* What you have to do *
If you see a picture in the data below, omit it and copy the rest exactly.

* Task data *

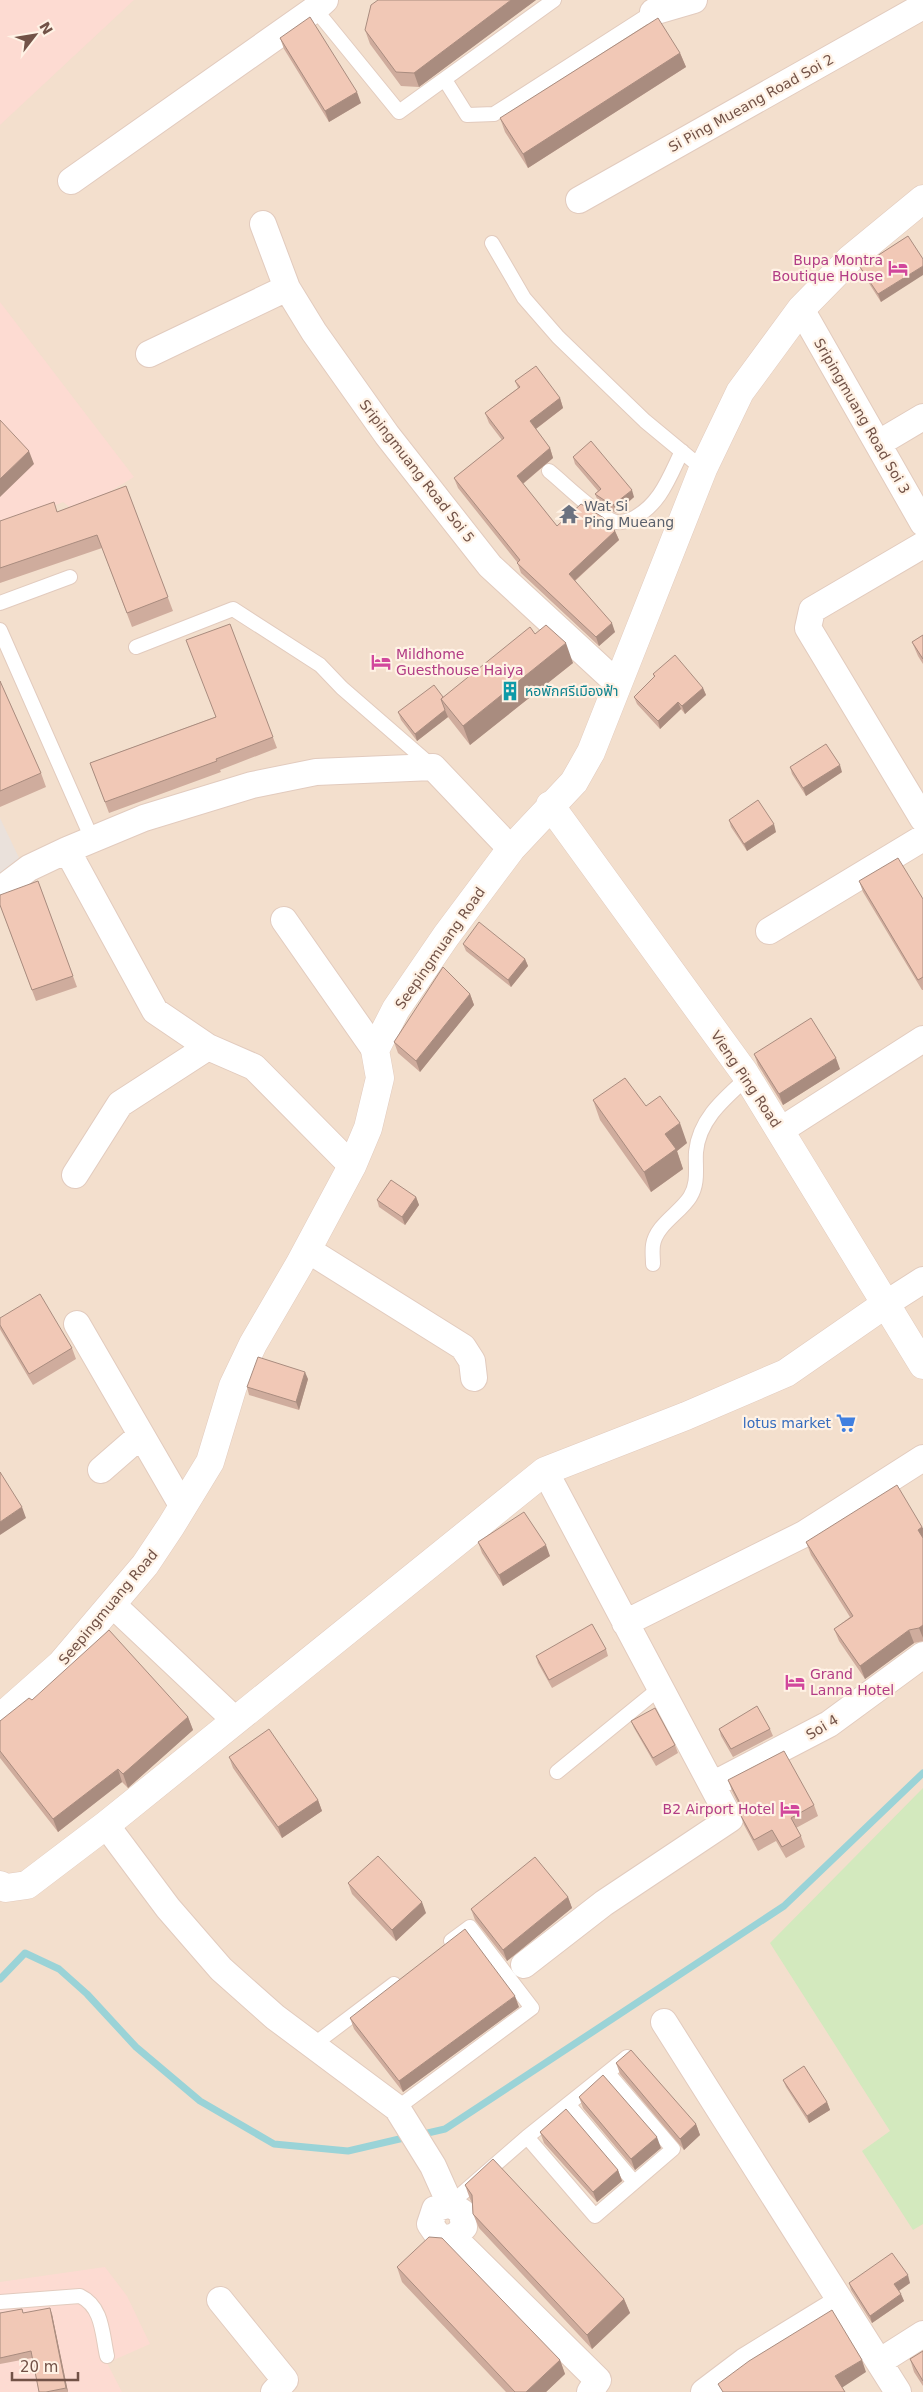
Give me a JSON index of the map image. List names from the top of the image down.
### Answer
{
  "streets": {
    "street": [
      "Si Ping Mueang Road Soi 2",
      "Sripingmuang Road Soi 3",
      "Sripingmuang Road Soi 5",
      "Seepingmuang Road",
      "Vieng Ping Road",
      "Soi 4"
    ]
  },
  "crossings": [
    ["Sripingmuang Road Soi 3", "Seepingmuang Road"],
    ["Sripingmuang Road Soi 5", "Seepingmuang Road"],
    ["Seepingmuang Road", "Vieng Ping Road"]
  ],
  "places": {
    "hotel": [
      "Bupa Montra Boutique House",
      "Mildhome Guesthouse Haiya",
      "Grand Lanna Hotel",
      "B2 Airport Hotel"
    ],
    "temple": ["Wat Si Ping Mueang"],
    "building": ["หอพักศรีเมืองฟ้า"],
    "supermarket": ["lotus market"]
  },
  "scale_bar": "20 m",
  "north": "top right"
}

* Solution for this exercise *
Give me a JSON index of the map image. List names from the top of the image down.
### Answer
{
  "streets": {
    "street": [
      "Si Ping Mueang Road Soi 2",
      "Sripingmuang Road Soi 3",
      "Sripingmuang Road Soi 5",
      "Seepingmuang Road",
      "Vieng Ping Road",
      "Soi 4"
    ]
  },
  "crossings": [
    ["Sripingmuang Road Soi 3", "Seepingmuang Road"],
    ["Sripingmuang Road Soi 5", "Seepingmuang Road"],
    ["Seepingmuang Road", "Vieng Ping Road"]
  ],
  "places": {
    "hotel": [
      "Bupa Montra Boutique House",
      "Mildhome Guesthouse Haiya",
      "Grand Lanna Hotel",
      "B2 Airport Hotel"
    ],
    "temple": ["Wat Si Ping Mueang"],
    "building": ["หอพักศรีเมืองฟ้า"],
    "supermarket": ["lotus market"]
  },
  "scale_bar": "20 m",
  "north": "top right"
}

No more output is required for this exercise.